● WHAT TO DO
Transcribe each entry in full, and leave the images out.

● THE INPUT
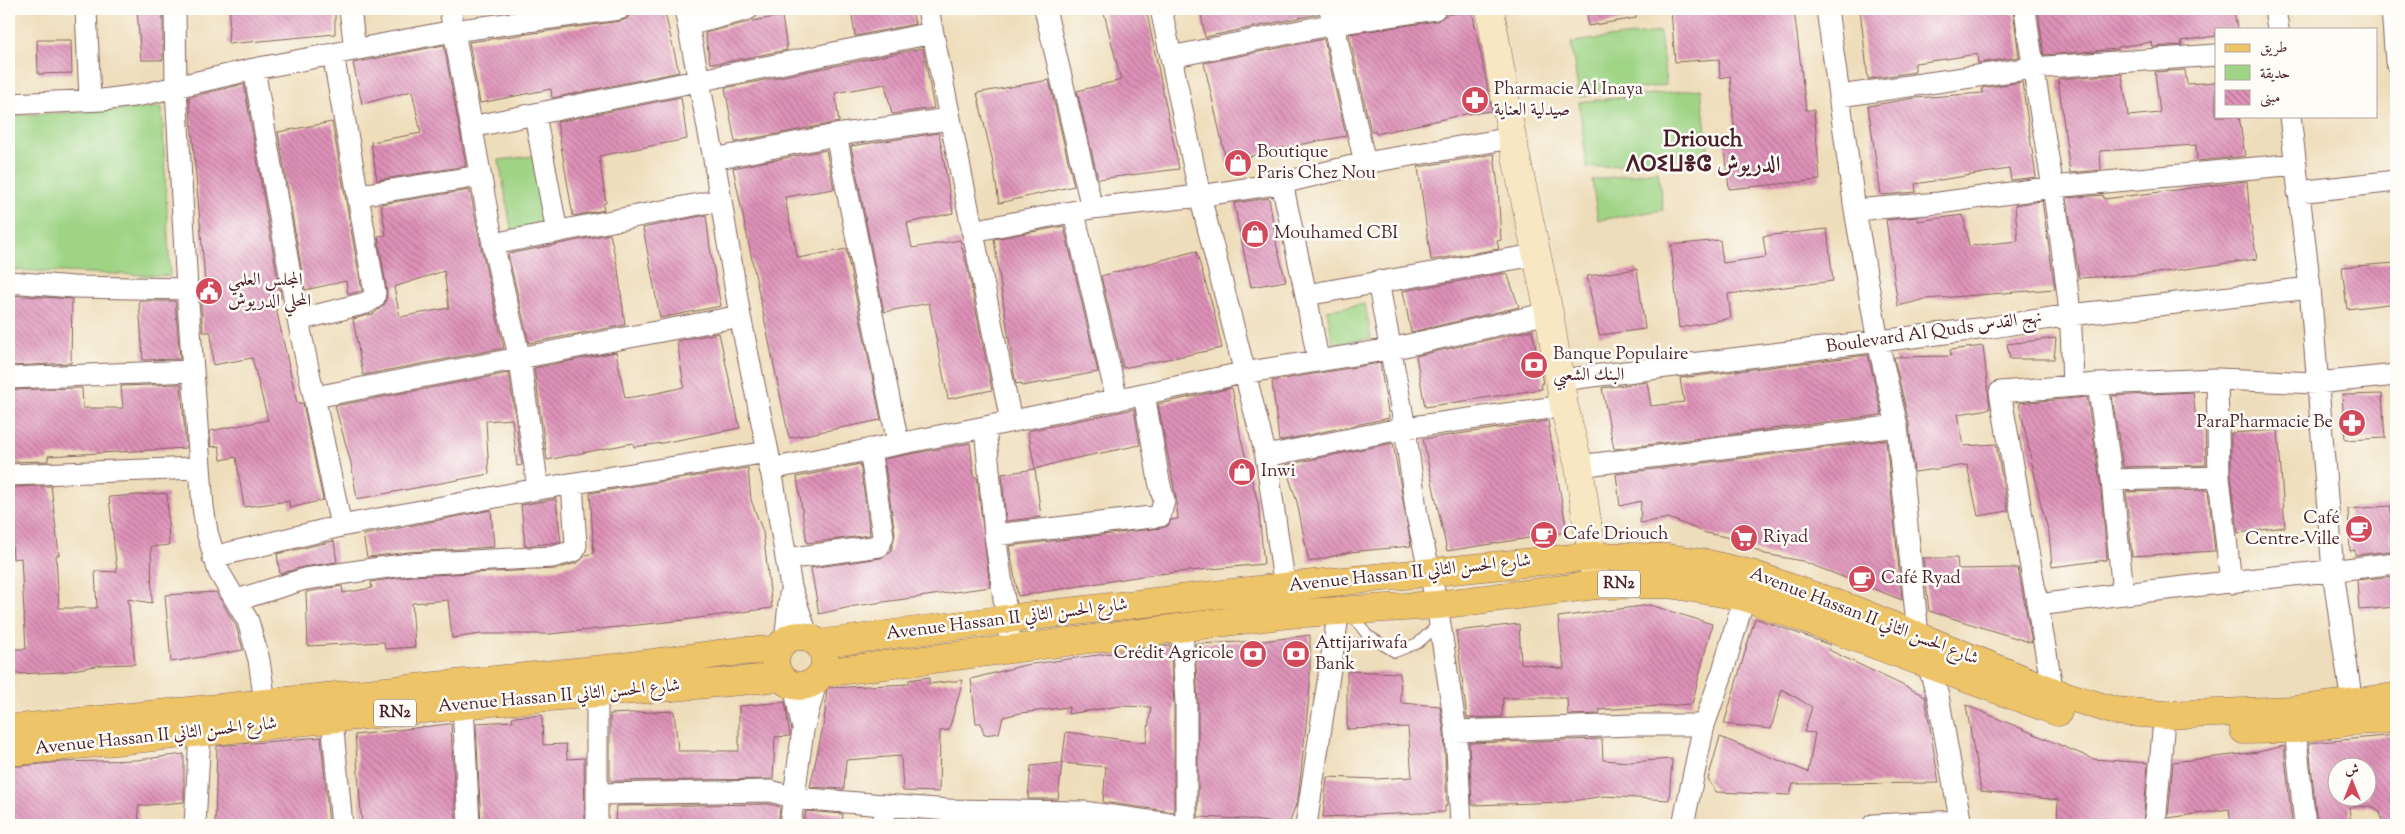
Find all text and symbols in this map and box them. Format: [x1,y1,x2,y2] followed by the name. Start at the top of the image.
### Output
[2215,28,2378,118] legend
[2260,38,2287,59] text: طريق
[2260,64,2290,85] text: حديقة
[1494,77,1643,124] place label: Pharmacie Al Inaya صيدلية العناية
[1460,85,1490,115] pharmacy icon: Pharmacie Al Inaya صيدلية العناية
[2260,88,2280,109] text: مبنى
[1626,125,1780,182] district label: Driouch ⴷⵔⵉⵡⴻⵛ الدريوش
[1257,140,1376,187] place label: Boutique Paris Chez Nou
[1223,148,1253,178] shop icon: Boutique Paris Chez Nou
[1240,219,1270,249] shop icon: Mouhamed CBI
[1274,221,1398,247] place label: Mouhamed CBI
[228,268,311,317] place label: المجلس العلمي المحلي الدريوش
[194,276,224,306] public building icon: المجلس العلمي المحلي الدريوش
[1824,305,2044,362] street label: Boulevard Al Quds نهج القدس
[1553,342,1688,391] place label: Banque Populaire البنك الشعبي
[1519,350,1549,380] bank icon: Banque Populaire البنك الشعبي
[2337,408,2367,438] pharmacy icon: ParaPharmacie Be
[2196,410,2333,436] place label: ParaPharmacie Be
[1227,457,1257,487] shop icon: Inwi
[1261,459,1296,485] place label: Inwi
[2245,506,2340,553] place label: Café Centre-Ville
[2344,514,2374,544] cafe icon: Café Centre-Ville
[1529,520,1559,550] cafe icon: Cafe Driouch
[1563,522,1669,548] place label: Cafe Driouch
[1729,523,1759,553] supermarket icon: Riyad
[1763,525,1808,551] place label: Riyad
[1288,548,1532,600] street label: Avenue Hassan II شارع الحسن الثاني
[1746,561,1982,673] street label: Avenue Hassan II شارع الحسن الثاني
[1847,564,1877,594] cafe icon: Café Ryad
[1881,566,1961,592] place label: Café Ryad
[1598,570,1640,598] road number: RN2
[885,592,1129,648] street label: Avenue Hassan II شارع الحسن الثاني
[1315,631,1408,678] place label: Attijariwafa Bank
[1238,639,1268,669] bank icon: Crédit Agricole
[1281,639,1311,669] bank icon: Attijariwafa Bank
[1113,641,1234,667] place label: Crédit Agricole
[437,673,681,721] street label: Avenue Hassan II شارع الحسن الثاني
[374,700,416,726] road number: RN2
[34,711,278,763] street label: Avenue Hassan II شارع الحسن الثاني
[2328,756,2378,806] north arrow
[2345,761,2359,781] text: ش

● ANSWER SPACE
Find all text and symbols in this map and box them. Format: [x1,y1,x2,y2] followed by the name. Start at the top of the image.
### Output
[2215,28,2378,118] legend
[2260,38,2287,59] text: طريق
[2260,64,2290,85] text: حديقة
[1494,77,1643,124] place label: Pharmacie Al Inaya صيدلية العناية
[1460,85,1490,115] pharmacy icon: Pharmacie Al Inaya صيدلية العناية
[2260,88,2280,109] text: مبنى
[1626,125,1780,182] district label: Driouch ⴷⵔⵉⵡⴻⵛ الدريوش
[1257,140,1376,187] place label: Boutique Paris Chez Nou
[1223,148,1253,178] shop icon: Boutique Paris Chez Nou
[1240,219,1270,249] shop icon: Mouhamed CBI
[1274,221,1398,247] place label: Mouhamed CBI
[228,268,311,317] place label: المجلس العلمي المحلي الدريوش
[194,276,224,306] public building icon: المجلس العلمي المحلي الدريوش
[1824,305,2044,362] street label: Boulevard Al Quds نهج القدس
[1553,342,1688,391] place label: Banque Populaire البنك الشعبي
[1519,350,1549,380] bank icon: Banque Populaire البنك الشعبي
[2337,408,2367,438] pharmacy icon: ParaPharmacie Be
[2196,410,2333,436] place label: ParaPharmacie Be
[1227,457,1257,487] shop icon: Inwi
[1261,459,1296,485] place label: Inwi
[2245,506,2340,553] place label: Café Centre-Ville
[2344,514,2374,544] cafe icon: Café Centre-Ville
[1529,520,1559,550] cafe icon: Cafe Driouch
[1563,522,1669,548] place label: Cafe Driouch
[1729,523,1759,553] supermarket icon: Riyad
[1763,525,1808,551] place label: Riyad
[1288,548,1532,600] street label: Avenue Hassan II شارع الحسن الثاني
[1746,561,1982,673] street label: Avenue Hassan II شارع الحسن الثاني
[1847,564,1877,594] cafe icon: Café Ryad
[1881,566,1961,592] place label: Café Ryad
[1598,570,1640,598] road number: RN2
[885,592,1129,648] street label: Avenue Hassan II شارع الحسن الثاني
[1315,631,1408,678] place label: Attijariwafa Bank
[1238,639,1268,669] bank icon: Crédit Agricole
[1281,639,1311,669] bank icon: Attijariwafa Bank
[1113,641,1234,667] place label: Crédit Agricole
[437,673,681,721] street label: Avenue Hassan II شارع الحسن الثاني
[374,700,416,726] road number: RN2
[34,711,278,763] street label: Avenue Hassan II شارع الحسن الثاني
[2328,756,2378,806] north arrow
[2345,761,2359,781] text: ش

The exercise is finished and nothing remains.